特措法に基づく緊急事態宣言発令から1週間が経過した。新型コロナの感染者は連日最多を更新している。いつもなら「宣言効果なし」と批判するところだが、「もう少し様子をみよう」そんな気持ちになっている。先週の状況が2週間前の状況を反映しているということもあるが、日曜日の朝日新聞に掲載された作家で精神科医の帚木蓬生氏の記事を読んだからだ。タイトルは「結論急がず、悩みに耐える、『ネガティブ・ケイパビリティー』のススメ」。記事はソーシャルメディアの普及で「真偽を見極めずに早急に結論に飛びついたり、過激な意見に走ったりすることが増えた」と、昨今の世相を分析。こうした風潮に「ちょっと待て」と警鐘を鳴らしている。
ケイパビリティー(能力)というのは、一般に「才能や才覚、そして処理や解決などの力だ」という。これに対して「ネガティブ・ケイパビリティー」はその裏返し。「生半可な知識や意味付けを用いて、未解決な問題に拙速に帳尻を合わせない。中ぶらりんの状態を持ちこたえる力」と説明する。18世紀の英国の詩人キーツが提唱したものだという。我が身を振り返ってネガティブ・ケイパビリティーのかけらもないことを実感する。新型コロナ対策に関連して、政治家をはじめ専門家や学者、評論家にテレビのコメンテーターなど、訳知り顔の発言に即座に反発したくなる。宙ぶらりんのまま持ちこたえ、その間に咀嚼し考え、検証し、知見として蓄えていく、そんな力がまるでない。
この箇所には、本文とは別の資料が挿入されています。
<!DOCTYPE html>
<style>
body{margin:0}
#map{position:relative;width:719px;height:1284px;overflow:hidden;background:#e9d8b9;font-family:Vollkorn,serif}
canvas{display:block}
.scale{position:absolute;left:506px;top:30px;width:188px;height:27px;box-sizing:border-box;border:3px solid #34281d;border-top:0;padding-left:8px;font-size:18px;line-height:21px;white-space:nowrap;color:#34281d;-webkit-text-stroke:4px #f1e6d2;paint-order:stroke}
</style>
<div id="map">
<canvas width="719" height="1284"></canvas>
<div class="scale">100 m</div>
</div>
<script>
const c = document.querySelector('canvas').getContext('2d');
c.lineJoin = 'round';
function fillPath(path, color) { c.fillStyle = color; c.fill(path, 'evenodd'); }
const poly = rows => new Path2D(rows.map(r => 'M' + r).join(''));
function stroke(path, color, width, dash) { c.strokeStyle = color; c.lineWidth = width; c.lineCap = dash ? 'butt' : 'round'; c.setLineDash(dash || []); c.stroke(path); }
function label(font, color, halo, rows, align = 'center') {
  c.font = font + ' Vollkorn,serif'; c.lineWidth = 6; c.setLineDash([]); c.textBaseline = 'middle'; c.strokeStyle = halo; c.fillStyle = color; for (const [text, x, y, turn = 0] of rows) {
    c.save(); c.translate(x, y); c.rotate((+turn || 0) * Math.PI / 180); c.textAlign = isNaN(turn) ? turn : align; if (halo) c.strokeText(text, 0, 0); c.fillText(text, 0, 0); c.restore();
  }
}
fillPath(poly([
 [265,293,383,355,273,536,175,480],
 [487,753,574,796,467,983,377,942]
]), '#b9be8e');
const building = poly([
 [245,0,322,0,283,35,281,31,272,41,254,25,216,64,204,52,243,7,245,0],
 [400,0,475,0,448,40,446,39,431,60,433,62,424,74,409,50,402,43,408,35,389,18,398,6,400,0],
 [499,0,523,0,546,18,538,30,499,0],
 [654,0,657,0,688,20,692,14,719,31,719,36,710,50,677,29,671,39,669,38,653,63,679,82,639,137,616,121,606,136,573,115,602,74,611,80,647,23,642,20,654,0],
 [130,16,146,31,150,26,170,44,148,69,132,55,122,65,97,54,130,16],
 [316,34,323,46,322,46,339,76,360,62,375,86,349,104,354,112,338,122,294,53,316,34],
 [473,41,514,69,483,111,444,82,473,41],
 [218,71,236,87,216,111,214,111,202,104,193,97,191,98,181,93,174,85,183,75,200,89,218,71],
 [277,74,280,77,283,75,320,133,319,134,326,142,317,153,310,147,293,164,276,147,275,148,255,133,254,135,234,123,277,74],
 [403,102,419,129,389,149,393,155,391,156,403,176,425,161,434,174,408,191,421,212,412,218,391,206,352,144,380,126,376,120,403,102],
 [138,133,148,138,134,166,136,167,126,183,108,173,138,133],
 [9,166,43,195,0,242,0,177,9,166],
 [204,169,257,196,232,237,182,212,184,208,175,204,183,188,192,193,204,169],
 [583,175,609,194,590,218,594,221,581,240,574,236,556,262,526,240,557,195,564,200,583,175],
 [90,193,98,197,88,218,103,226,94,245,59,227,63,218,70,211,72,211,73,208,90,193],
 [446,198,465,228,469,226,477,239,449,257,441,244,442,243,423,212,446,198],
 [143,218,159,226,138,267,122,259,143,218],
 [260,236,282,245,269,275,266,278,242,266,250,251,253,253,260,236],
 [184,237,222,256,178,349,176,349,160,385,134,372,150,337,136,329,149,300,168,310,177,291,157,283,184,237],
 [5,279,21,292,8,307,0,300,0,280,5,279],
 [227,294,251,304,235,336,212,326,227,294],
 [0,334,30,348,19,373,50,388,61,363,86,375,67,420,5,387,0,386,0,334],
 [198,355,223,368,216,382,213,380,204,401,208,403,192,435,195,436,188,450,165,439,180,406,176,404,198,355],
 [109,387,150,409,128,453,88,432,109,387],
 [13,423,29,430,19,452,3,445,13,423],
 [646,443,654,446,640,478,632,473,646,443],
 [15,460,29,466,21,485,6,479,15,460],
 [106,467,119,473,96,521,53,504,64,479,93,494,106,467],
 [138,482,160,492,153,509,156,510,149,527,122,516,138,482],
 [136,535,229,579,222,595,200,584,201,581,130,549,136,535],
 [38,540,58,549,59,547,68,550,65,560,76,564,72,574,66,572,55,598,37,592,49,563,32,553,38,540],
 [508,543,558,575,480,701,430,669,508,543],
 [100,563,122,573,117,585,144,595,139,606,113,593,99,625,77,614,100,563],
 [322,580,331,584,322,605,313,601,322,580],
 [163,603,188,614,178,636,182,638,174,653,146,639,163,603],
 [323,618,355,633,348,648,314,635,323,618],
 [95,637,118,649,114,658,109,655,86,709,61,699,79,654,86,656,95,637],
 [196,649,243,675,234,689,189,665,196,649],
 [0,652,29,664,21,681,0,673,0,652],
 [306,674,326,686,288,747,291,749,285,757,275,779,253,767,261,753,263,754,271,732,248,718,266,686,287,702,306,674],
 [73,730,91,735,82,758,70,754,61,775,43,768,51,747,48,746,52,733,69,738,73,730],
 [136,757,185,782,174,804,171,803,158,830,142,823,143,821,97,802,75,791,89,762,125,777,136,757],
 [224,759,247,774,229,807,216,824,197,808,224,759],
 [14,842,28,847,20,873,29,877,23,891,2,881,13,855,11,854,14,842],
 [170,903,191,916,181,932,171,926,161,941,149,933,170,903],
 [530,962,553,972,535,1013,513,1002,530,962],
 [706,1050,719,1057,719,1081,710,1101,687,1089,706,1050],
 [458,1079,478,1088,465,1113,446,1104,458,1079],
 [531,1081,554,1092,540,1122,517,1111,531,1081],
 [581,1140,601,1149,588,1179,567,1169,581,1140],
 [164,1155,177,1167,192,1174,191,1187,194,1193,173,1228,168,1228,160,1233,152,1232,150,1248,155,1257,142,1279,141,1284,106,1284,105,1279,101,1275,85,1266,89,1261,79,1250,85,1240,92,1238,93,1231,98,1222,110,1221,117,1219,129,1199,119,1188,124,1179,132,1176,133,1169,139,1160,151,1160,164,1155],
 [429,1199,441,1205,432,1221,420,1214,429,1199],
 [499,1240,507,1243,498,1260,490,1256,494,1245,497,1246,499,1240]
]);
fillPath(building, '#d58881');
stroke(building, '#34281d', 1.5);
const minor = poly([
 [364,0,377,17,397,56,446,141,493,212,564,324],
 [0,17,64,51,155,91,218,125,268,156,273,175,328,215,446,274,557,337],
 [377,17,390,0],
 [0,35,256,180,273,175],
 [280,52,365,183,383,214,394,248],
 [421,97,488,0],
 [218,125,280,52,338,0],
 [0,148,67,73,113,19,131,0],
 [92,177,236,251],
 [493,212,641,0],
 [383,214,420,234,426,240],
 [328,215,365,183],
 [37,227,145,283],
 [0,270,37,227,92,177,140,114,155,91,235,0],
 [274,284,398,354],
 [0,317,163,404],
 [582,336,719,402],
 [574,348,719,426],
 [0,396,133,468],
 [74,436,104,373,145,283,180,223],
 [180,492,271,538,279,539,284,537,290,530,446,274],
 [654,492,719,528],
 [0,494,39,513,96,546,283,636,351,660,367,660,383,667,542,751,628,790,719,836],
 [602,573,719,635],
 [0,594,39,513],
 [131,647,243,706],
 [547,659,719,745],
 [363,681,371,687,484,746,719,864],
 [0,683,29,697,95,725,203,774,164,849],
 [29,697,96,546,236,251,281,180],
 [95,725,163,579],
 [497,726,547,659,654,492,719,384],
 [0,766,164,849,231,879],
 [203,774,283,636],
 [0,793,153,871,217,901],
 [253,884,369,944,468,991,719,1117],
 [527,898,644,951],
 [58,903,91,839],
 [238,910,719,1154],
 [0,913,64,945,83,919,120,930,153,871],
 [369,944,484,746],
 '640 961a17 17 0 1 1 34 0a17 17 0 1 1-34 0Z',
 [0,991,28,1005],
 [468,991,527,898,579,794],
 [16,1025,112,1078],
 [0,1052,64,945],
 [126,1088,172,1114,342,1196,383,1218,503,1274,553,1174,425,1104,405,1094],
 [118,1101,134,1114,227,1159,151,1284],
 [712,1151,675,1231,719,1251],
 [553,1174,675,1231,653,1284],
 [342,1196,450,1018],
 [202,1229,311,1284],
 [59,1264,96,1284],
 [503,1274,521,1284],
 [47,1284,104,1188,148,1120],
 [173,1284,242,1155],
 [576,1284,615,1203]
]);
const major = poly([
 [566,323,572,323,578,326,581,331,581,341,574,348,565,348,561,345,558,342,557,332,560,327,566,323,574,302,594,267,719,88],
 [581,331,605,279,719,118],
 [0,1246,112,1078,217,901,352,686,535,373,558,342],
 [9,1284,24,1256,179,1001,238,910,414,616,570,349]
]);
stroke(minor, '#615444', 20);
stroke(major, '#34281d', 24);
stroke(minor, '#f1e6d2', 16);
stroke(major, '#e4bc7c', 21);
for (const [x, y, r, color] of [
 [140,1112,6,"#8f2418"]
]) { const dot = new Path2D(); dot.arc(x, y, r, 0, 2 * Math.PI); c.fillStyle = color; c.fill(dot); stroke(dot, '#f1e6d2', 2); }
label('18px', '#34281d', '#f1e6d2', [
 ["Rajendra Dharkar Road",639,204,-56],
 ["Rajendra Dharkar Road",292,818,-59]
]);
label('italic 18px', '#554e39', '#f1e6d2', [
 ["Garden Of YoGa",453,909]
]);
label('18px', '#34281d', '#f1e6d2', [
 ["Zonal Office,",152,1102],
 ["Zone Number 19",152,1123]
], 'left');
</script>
私だけではない。世の中全体がそうなっているような気がする。SNSの普及で大量の情報が瞬時に飛ぶ交う時代でもある。帚木氏は以下のように指摘する。「誰もが意見を表明しないといけないという脅迫観念に駆られているから、『わからないこと』が許されなくなった」と。そして新型コロナという“未知なる脅威”に遭遇、本来なら「科学的な知見にもとづいた議論が必要な話題でも、拙速に先鋭的な結論にいたることが懸念される」と警鐘を鳴らす。おそらくこうした現象は日本だけではないだろう。世界中でいま先鋭的で攻撃的な批判や論争が繰り返されている。なかには一知半解で感情的な要素も多く含まれているだろう。というわけでこの1週間、「もう少し様子をみよう」「持ちこたえる力」を発揮しよう。